── THE DATA

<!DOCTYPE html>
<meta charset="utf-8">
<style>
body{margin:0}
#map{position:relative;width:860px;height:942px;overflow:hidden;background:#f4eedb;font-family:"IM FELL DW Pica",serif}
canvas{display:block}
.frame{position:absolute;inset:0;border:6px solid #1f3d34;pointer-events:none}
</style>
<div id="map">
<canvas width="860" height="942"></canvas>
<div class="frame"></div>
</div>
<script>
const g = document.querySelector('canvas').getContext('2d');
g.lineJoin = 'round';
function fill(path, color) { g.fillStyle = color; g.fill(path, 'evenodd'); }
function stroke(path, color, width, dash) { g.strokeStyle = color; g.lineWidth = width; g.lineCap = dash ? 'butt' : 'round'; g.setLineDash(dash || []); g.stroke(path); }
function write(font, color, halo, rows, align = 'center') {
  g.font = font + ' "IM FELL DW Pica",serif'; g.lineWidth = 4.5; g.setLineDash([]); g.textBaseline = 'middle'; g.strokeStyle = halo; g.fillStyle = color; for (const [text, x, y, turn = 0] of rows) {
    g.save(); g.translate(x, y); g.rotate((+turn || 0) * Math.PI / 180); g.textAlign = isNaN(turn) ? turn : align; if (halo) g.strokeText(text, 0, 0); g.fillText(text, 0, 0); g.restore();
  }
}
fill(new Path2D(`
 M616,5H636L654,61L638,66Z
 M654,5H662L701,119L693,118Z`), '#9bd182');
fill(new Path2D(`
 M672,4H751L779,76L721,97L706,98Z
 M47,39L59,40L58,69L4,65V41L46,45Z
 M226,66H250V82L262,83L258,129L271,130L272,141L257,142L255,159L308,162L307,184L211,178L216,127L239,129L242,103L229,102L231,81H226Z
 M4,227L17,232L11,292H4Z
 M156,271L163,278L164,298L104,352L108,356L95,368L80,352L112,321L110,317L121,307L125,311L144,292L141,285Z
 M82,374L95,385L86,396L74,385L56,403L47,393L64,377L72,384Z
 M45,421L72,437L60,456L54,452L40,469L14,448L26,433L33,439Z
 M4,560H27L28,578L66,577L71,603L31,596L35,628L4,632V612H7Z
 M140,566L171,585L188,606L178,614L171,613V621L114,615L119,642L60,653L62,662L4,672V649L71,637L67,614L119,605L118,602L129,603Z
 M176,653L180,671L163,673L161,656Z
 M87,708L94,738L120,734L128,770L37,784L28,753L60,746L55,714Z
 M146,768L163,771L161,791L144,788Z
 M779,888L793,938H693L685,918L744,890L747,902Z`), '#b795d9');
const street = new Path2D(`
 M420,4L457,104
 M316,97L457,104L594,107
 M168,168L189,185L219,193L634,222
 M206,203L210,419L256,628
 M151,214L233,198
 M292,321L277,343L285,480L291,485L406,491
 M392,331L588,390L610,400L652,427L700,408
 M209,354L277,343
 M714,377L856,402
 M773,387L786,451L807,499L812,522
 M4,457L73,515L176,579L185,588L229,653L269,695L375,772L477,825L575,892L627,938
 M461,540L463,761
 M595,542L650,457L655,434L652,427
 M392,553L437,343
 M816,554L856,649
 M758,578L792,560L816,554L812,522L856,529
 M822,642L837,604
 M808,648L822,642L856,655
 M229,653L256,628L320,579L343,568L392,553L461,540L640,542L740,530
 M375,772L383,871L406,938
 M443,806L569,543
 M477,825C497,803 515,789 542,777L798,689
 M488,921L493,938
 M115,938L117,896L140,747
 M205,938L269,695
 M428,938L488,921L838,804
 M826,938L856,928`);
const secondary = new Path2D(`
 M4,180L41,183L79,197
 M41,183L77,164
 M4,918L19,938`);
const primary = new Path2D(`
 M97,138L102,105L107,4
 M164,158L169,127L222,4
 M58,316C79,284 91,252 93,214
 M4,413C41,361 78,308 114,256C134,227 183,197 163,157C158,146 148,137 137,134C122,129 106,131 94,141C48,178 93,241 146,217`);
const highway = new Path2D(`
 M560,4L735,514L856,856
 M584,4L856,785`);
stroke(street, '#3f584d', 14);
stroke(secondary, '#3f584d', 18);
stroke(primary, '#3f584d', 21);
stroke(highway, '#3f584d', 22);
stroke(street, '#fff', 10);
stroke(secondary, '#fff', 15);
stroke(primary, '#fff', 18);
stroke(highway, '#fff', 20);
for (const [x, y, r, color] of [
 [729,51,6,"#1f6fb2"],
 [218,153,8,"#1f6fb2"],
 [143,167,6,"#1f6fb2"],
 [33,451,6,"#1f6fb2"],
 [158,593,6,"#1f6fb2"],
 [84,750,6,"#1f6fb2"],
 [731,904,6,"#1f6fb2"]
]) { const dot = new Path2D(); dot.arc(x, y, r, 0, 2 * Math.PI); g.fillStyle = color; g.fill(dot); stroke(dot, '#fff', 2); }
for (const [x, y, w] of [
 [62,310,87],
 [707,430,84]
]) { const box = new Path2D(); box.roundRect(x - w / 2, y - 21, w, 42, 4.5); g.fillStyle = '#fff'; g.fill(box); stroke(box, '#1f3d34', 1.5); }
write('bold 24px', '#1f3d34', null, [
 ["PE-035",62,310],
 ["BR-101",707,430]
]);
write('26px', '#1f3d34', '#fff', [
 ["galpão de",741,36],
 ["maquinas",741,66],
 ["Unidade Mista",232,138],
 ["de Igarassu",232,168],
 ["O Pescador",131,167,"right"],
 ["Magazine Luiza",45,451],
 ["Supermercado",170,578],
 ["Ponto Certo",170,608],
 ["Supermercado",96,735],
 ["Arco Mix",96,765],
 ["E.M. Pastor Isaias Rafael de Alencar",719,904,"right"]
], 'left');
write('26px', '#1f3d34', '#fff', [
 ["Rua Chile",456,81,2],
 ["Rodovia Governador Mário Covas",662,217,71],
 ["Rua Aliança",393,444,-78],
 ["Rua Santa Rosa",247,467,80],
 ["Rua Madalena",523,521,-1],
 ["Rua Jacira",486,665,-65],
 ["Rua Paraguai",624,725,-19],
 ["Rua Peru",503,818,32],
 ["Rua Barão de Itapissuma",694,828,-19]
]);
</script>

────

**ASSIGNMENT:** Each line holding the word "Pica" must be pulled from the records.

**TASK RESULT:**
#map{position:relative;width:860px;height:942px;overflow:hidden;background:#f4eedb;font-family:"IM FELL DW Pica",serif}
  g.font = font + ' "IM FELL DW Pica",serif'; g.lineWidth = 4.5; g.setLineDash([]); g.textBaseline = 'middle'; g.strokeStyle = halo; g.fillStyle = color; for (const [text, x, y, turn = 0] of rows) {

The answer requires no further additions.